**PROMPT:**
Every line below that holds the string "controls" must be copied.

**Stored data:**
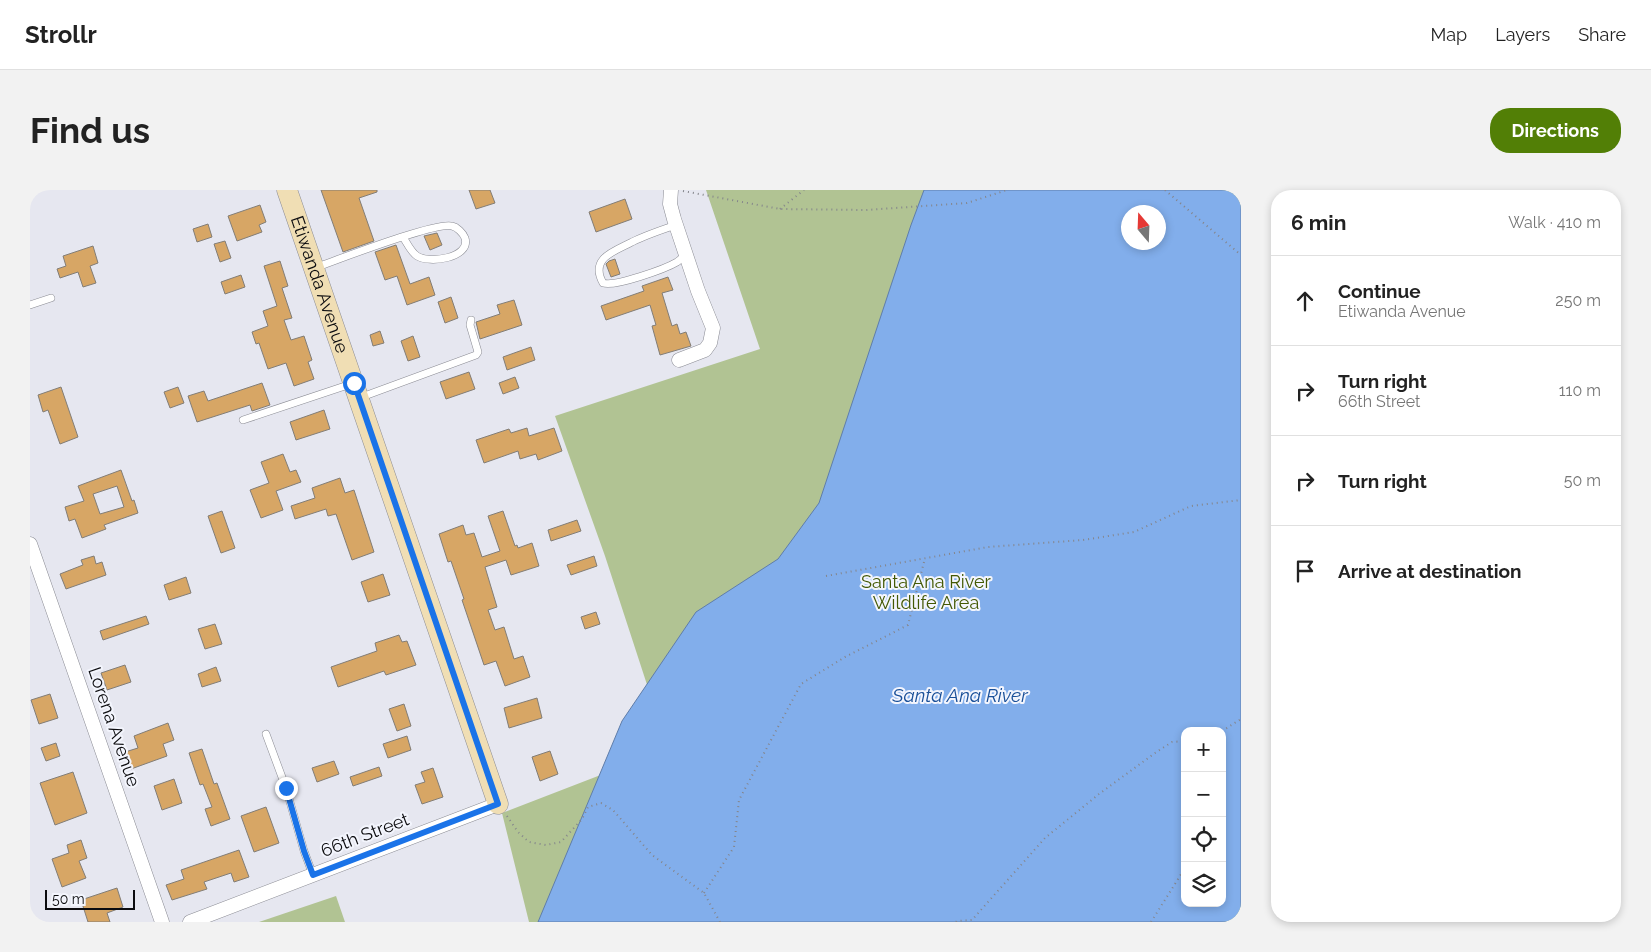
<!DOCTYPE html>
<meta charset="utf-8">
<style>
:root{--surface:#fff;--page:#f2f2f2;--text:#222;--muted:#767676;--line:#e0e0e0;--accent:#527f06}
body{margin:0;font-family:Raleway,sans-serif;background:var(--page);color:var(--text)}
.controls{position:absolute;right:15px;bottom:15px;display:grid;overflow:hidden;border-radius:10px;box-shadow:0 2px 8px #0003}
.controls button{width:45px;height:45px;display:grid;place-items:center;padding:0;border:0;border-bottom:1px solid var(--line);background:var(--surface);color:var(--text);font:25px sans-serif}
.compass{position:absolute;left:1091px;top:15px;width:45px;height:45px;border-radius:50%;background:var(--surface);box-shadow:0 2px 8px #0003;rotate:341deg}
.scale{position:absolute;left:15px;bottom:12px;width:90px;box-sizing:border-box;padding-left:5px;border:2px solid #0c0c0f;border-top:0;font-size:14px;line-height:18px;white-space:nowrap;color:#0c0c0f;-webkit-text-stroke:4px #f3f5fd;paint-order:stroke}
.stop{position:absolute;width:15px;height:15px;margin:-11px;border:4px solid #1a73e8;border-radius:50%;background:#fff}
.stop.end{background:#1a73e8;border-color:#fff;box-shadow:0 1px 5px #0008}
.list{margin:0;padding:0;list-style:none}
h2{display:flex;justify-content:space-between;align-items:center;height:65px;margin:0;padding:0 20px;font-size:21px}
h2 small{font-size:16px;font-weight:400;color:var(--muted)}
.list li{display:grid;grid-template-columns:32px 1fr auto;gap:15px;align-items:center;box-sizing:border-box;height:90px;padding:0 20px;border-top:1px solid var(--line)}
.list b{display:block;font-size:19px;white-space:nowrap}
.list p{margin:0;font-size:16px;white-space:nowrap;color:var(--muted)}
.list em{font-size:16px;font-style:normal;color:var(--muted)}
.icon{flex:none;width:28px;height:28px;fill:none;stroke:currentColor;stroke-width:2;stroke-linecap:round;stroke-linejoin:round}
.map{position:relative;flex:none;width:1211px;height:732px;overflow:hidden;border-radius:20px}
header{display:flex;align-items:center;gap:30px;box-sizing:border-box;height:70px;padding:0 25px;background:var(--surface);border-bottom:1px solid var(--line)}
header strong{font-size:24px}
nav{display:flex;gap:28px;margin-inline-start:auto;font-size:18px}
.intro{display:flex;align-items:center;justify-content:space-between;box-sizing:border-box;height:120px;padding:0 30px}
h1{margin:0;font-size:35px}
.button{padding:12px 22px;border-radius:20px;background:var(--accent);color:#fff;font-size:18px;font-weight:700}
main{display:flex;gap:30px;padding:0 30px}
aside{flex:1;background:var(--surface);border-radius:20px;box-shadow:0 2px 8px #0003}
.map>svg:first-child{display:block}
</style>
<header>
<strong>Strollr</strong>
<nav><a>Map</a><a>Layers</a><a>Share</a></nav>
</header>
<div class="intro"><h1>Find us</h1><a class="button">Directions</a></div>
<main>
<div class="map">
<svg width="1211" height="732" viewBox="0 0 1211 732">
<rect width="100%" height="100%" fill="#e6e7f0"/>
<g fill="#b1c393" fill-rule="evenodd">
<path d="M676 0H1211V732H499L472 623 638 559 575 366 525 226 730 159ZM1098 22H1128V52H1098ZM1155 541H1192V713H1155Z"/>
<path d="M306 706 315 732H229Z"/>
</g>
<path fill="#82aeeb" stroke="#5f7da9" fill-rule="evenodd" d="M894 0H1211V732H508L592 531 666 422 748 369 789 313 881 35ZM1098 22H1128V52H1098ZM1155 541H1192V713H1155Z"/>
<g fill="#d7a665" stroke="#827d76" fill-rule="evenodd">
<path d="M291 0H347V2L329 8 344 51 313 62Z"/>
<path d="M439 0H460L465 13 446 19Z"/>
<path d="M595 9 602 29 566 42 559 22Z"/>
<path d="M230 15 236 32 229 35 232 42 207 51 198 26Z"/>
<path d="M178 34 182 47 167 52 163 39Z"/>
<path d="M407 43 412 55 400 60 394 46Z"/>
<path d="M195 51 201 68 190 72 184 54Z"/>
<path d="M366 55 380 94 399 87 405 105 377 115 367 86 355 90 345 62Z"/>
<path d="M63 56 68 73 60 76 66 93 53 97 48 82 30 88 27 79 36 76 33 66Z"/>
<path d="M585 69 590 84 581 87 576 74 579 71Z"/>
<path d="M250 71 258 96 252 98 262 128 254 130 261 150 274 146 282 170 278 172 284 189 264 196 256 173 238 179 229 153 226 154 222 142 238 136 233 121 247 116 234 76Z"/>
<path d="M211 85 215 97 195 104 191 92Z"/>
<path d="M638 87 643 100 632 103 642 136 647 134 650 144 656 142 661 156 630 165 622 136 626 135 620 115 576 130 571 116 614 101 612 96Z"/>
<path d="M421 107 428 128 415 133 408 112Z"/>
<path d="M484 110 492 135 450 149 446 132 470 124 467 115Z"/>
<path d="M350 141 354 153 343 156 340 145Z"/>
<path d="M383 146 390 167 378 171 371 151Z"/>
<path d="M501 157 505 170 477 180 473 167Z"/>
<path d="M439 182 445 199 416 209 410 192Z"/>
<path d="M485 187 489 198 473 204 469 193Z"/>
<path d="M232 193 240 215 222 221 220 215 167 232 158 206 174 201 178 211Z"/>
<path d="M31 197 48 247 30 254 18 220 13 222 8 205Z"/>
<path d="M148 197 154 213 140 218 134 202Z"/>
<path d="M294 220 300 239 266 250 260 232Z"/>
<path d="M497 238 499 246 524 238 532 261 508 270 506 264 490 269 488 261 454 273 446 250 479 239 481 243Z"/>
<path d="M253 264 260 282 266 280 271 292 246 301 253 320 231 328 220 300 239 293 231 272Z"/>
<path d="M91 280 102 311 104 310 108 323 74 335 76 339 52 348 45 329 39 331 35 317 54 311 48 296ZM87 296 94 317 70 324 63 304Z"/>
<path d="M310 288 315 303 324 300 344 362 322 370 306 324 298 326 296 319 265 329 261 316 285 308 282 298Z"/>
<path d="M192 321 205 358 191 363 178 326Z"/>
<path d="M473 321 485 356 487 355 488 358 502 353 509 376 481 385 476 370 455 377 467 417 458 420 465 440 474 437 484 469 493 466 500 487 475 496 466 471 454 475 432 410 434 409 421 371 418 372 409 344 433 335 436 345 444 343 452 367 470 361 458 326Z"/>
<path d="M547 330 551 341 521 351 518 340Z"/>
<path d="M64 366 66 374 72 372 76 385 36 399 30 384 53 375 51 370Z"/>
<path d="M564 366 567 376 541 385 537 375Z"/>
<path d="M353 384 360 405 338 412 331 392Z"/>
<path d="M156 387 161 403 139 410 134 395Z"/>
<path d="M566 422 570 434 555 439 551 427Z"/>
<path d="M116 426 119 434 73 450 70 441Z"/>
<path d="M185 434 192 454 175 459 168 439Z"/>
<path d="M369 445 372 452 377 451 386 475 356 485 354 481 308 497 301 477 347 461 345 453Z"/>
<path d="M95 475 101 492 77 500 71 483Z"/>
<path d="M186 477 191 491 172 497 168 484Z"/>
<path d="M20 504 28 528 9 534 1 510Z"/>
<path d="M507 508 512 528 479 538 474 518Z"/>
<path d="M374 514 381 536 367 541 359 519Z"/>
<path d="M138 533 144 550 133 554 137 566 101 579 95 562 108 558 104 546Z"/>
<path d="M377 546 381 560 358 568 353 554Z"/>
<path d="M26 553 30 566 16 571 11 558Z"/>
<path d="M172 559 184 594 187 593 200 629 181 636 175 619 182 617 173 594 170 595 159 563Z"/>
<path d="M520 561 528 584 510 591 502 567Z"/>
<path d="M304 571 309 584 287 592 282 578Z"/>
<path d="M349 577 352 586 323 596 320 587Z"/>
<path d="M403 578 413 607 392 614 385 595 395 592 391 582Z"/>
<path d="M43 582 57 623 25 635 10 593Z"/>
<path d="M144 589 152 613 132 620 124 596Z"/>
<path d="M236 617 249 653 224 662 211 626Z"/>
<path d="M51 650 57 668 49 671 56 688 32 697 22 669 39 663 37 655Z"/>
<path d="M209 660 219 687 204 692 201 683 174 692 177 699 142 710 136 695 154 689 151 680Z"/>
<path d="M87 698 93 717 77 723 80 732H58L51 710Z"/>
</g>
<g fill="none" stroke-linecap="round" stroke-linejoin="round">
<g stroke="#8b8c94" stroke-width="8">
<g id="lane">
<path d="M646 35C631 40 616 45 602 52 585 61 559 68 573 93 585 97 635 79 647 72 650 70 653 67 656 64"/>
<path d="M287 77C307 70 407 31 422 36 427 37 433 43 435 48 441 68 399 74 387 66 381 62 377 53 373 47"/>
<path d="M0 115 21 108"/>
<path d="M329 208 446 165 448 162 440 135 441 130"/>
<path d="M213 230 321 194"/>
<path d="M236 544 256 598 274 661 283 685"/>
</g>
</g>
<g stroke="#8b8c94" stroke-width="15">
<g id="street">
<path d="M641 0 640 14 644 29 668 101 683 138 680 153 675 160 649 170"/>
<path d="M0 354 132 732"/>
<path d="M160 732 468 614"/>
</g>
</g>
<g stroke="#8b8c94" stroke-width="21">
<g id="secondary">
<path id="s1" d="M257 0 468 614"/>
</g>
</g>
<g stroke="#84858b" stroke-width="2" stroke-dasharray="1 4" stroke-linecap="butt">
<path d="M1135 0 1211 65"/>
<path d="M653 1 750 19 836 20 937 13 977 0"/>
<path d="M750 19 774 0"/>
<path d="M796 386 958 357 1053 350 1104 342 1161 316 1211 310"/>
<path d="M1192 541 1211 529"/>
<path d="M1192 609 1193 608"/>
<path d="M477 626 488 642 499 652 516 655 531 652 552 629 558 617 571 613 583 620 622 665 674 703 690 732"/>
<path d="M674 703 704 657 709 610 771 494 815 467 878 435 895 368"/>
<path d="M926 732 927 731 942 730 1015 648 1069 604 1125 563 1142 552 1155 551"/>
<path d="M1121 732 1155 678"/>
</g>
<use href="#lane" stroke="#fff" stroke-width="7"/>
<use href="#street" stroke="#fff" stroke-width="14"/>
<use href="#secondary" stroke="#f0deb4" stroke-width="20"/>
</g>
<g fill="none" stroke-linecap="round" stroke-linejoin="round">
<path stroke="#1a73e8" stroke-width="6" d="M256 598 274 661 283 685 468 614 324 193"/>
</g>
<g text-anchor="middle" stroke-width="4" stroke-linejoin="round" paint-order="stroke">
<g font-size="18" fill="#0c0c0f" stroke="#f3f5fd">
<text dy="6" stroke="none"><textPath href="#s1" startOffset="100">Etiwanda Avenue</textPath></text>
<text transform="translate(84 537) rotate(71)" y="6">Lorena Avenue</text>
<text transform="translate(335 645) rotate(-21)" y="6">66th Street</text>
</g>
<g font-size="18" fill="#435904" stroke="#f3f5fd">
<text x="896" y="398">Santa Ana River<tspan x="896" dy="21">Wildlife Area</tspan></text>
</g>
<g font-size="19" font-style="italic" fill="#194f98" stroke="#f3f5fd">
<text x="930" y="512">Santa Ana River</text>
</g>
</g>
</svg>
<div class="controls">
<button>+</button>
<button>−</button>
<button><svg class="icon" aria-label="locate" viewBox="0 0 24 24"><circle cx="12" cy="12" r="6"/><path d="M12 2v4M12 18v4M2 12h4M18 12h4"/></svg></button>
<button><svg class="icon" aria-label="layers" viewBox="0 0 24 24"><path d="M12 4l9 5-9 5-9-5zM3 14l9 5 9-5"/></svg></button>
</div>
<svg class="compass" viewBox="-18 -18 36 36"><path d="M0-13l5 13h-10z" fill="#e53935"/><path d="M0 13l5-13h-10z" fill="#767676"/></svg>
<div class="scale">50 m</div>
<div class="stop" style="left:324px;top:193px"></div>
<div class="stop end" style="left:256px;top:598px"></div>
</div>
<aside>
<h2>6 min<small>Walk · 410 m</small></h2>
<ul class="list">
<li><svg class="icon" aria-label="ahead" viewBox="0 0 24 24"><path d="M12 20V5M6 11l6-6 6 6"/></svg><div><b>Continue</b><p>Etiwanda Avenue</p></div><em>250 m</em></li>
<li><svg class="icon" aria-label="right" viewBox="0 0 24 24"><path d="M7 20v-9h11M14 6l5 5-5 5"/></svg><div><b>Turn right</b><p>66th Street</p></div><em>110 m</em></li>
<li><svg class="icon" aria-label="right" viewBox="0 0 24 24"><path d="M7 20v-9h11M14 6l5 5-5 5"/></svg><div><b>Turn right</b></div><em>50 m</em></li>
<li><svg class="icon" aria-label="arrive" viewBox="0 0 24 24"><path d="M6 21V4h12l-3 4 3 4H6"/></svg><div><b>Arrive at destination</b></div></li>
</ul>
</aside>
</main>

**RESPONSE TO THIS EXERCISE:**
.controls{position:absolute;right:15px;bottom:15px;display:grid;overflow:hidden;border-radius:10px;box-shadow:0 2px 8px #0003}
.controls button{width:45px;height:45px;display:grid;place-items:center;padding:0;border:0;border-bottom:1px solid var(--line);background:var(--surface);color:var(--text);font:25px sans-serif}
<div class="controls">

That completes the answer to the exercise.